Неловко Васе, неприятно. Еще никогда Вася у женского доктора не бывала. Даже чуть жутко, как на кресло для исследования лечь пришлось.

Одевается Вася, руки дрожат, никак крючков не застегнет.

А Мария Андреевна в белом халате у раковины стоит, руки тщательно мылом да щеточкой моет. Молчат обе.

– Вы, голубушка, товарищ Василиса, уже не знаю, порадую я вас или огорчу, а только сомнения никакого. Вы в положении. Беременность.

Беременность?

Удивилась Вася. И тотчас будто улыбка по душе прошла: «Ребеночек?
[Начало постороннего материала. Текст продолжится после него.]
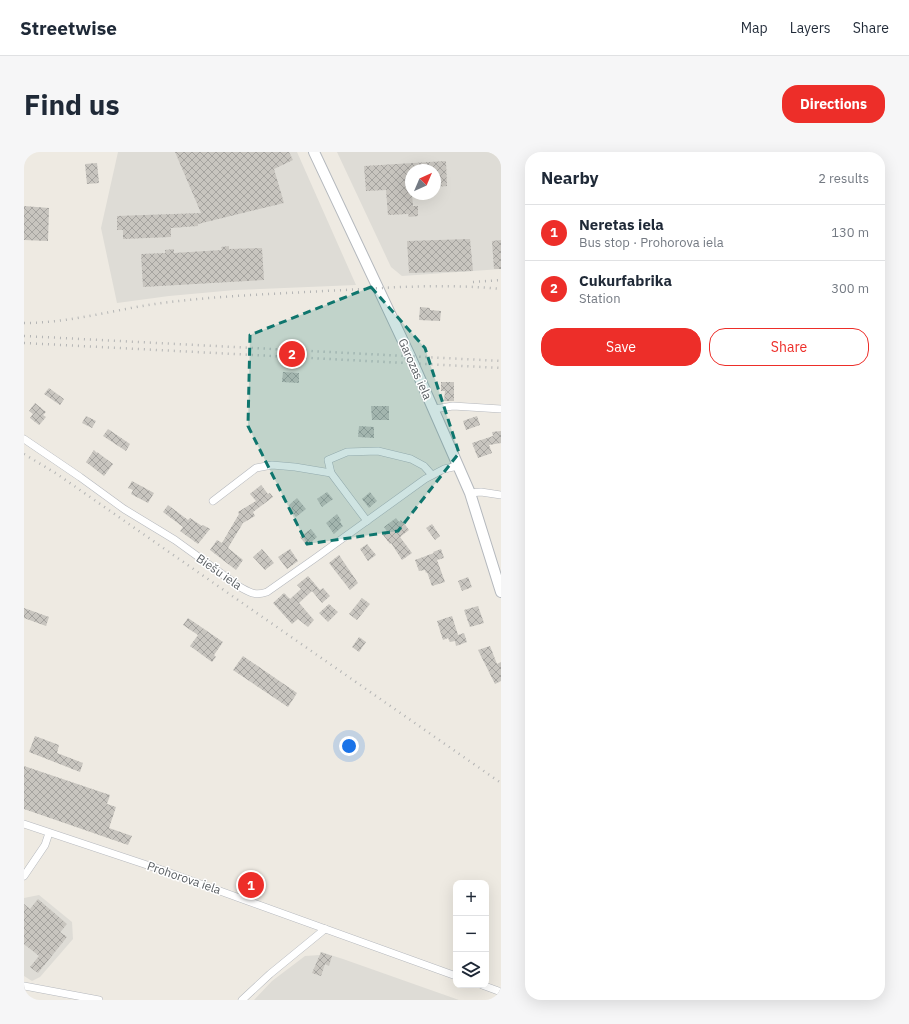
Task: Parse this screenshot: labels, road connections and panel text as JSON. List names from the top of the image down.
{
  "streets": {
    "main road": ["Garozas iela"],
    "street": ["Biešu iela", "Prohorova iela"]
  },
  "crossings": [
    ["Garozas iela", "Biešu iela"]
  ],
  "north": "top right",
  "page": {
    "header": "Streetwise",
    "nav": ["Map", "Layers", "Share"],
    "buttons": [
      "Directions",
      ["Save", "Share"]
    ],
    "title": "Find us",
    "heading": ["Nearby", "2 results"],
    "list": [
      {
        "mark": "1",
        "name": "Neretas iela",
        "note": "Bus stop · Prohorova iela",
        "value": "130 m"
      },
      {
        "mark": "2",
        "name": "Cukurfabrika",
        "note": "Station",
        "value": "300 m"
      }
    ],
    "pins": ["2", "1"],
    "map_buttons": ["+", "−"]
  }
}
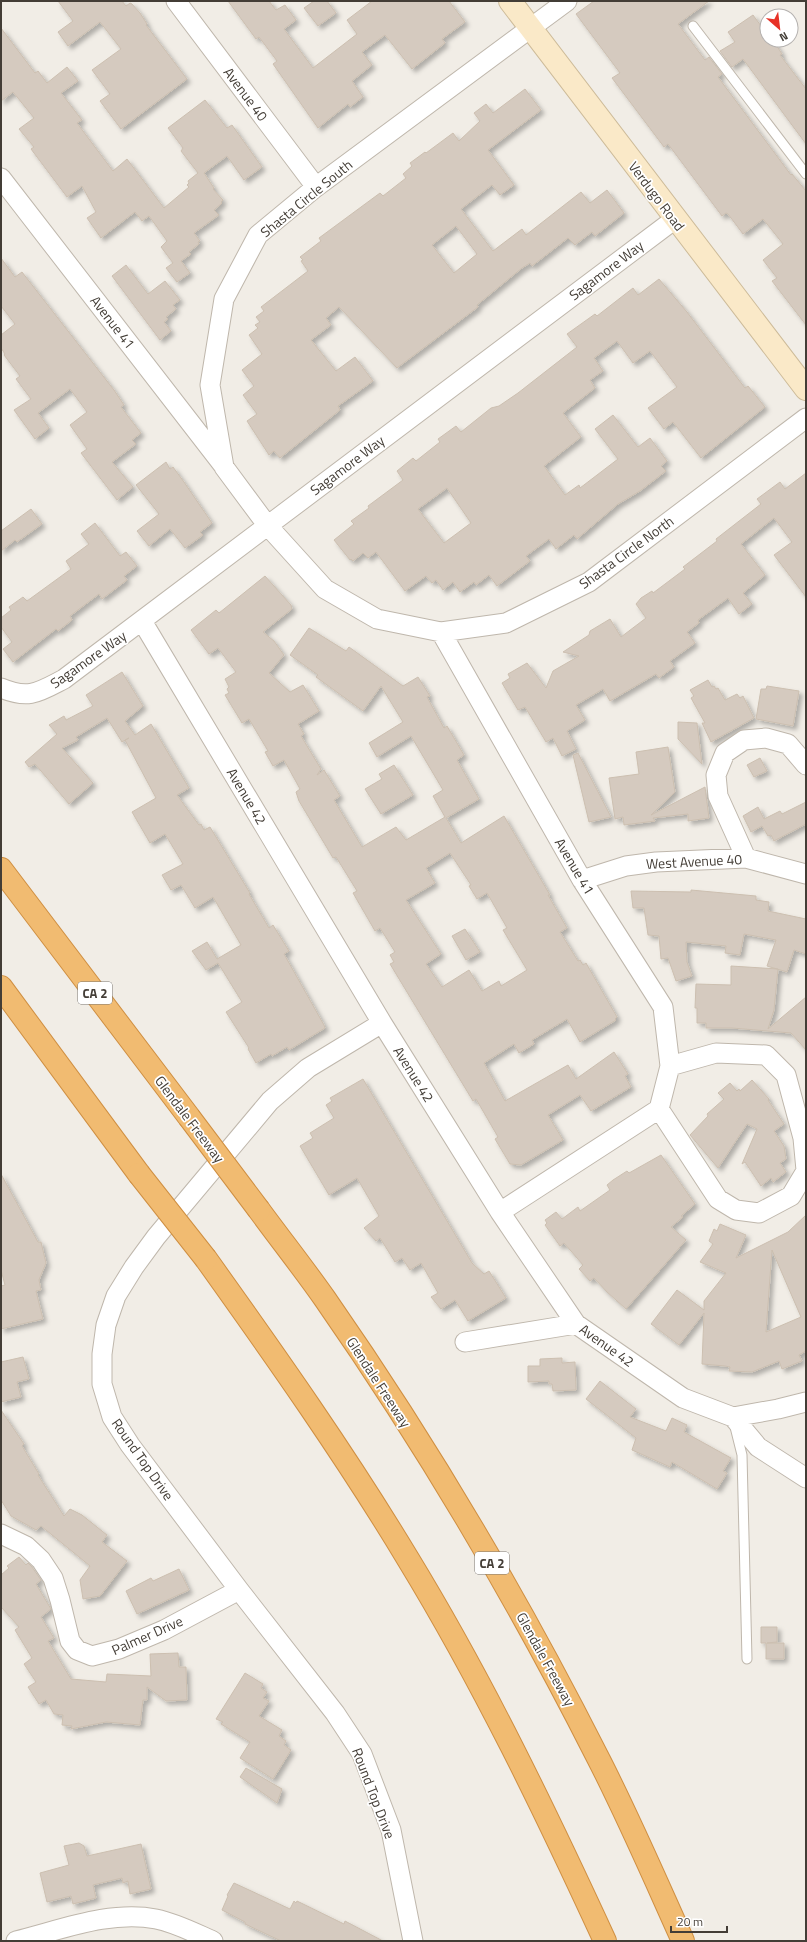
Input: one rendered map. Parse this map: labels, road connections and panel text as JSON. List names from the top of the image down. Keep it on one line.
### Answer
{"streets":{"highway":["CA 2","Glendale Freeway"],"main road":["Verdugo Road"],"street":["Avenue 40","Shasta Circle South","Sagamore Way","Avenue 41","Shasta Circle North","Avenue 42","West Avenue 40","Round Top Drive","Palmer Drive"]},"crossings":[["Avenue 40","Shasta Circle South"],["Verdugo Road","Shasta Circle South"],["Verdugo Road","Sagamore Way"],["Shasta Circle South","Sagamore Way"],["Shasta Circle South","Avenue 41"],["Shasta Circle South","Shasta Circle North"],["Sagamore Way","Shasta Circle North"],["Sagamore Way","Avenue 42"],["Avenue 41","Shasta Circle North"],["Avenue 41","West Avenue 40"],["Avenue 42","Round Top Drive"],["Round Top Drive","Palmer Drive"]],"scale_bar":"20 m","north":"bottom right"}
Это хорошо».

– Вы что же, теперь к мужу обратно уедете? – утирая руки шитым полотенцем, спрашивает докторша в белом халате.

– К мужу? Нет, – Вася отрицательно качает головою. – К нему больше не поеду. Мы с ним врозь теперь… Каждый по своей дороге.

– Разошлись? Как невовремя! Как же вы-то теперь, голубушка, будете? Может, еще дело поправимое, а? Где же вам одной с ребенком… Хрупкая вы.

– Я не одна. Завтра на ткацкие еду. Там хорошая ячейка… Все больше женщины, ткачихи. Вместе ясли наладим. Я и то хотела вас спросить: как это вы ясли на «окупаемость» перевели? Растолкуйте, посоветуйте.

Заговорили о яслях, о субсидиях, о взносах, об оплате профессионалов. Забыла Вася про свою «новость». Только, как прощаться стали, сама Мария Андреевна напомнила:

– Вы не очень-то на работу налегайте. Помните, что здоровье у вас не крепкое… Боюсь я за вас, голубушка.

Советы дает – того нельзя, да другое полезно. Слушает Вася, запоминает. Ради ребеночка. Пусть будет ребеночек здоровый… Малый такой, беспомощный…

Вышла на улицу Вася. А сама идет да улыбается.

Ребеночек! Это хорошо. Другим бабам пример покажет, как ребенка «по-коммунистически» воспитать. Вовсе нечего там семью, да кухню, да хлам всякий заводить. Ясли наладить… Общежитие «на окупаемости»… На примере нагляднее.

Думает Вася об «окупаемости» и о ребеночке забыла. А о Владимире так и не вспомнила. Будто и не отец он.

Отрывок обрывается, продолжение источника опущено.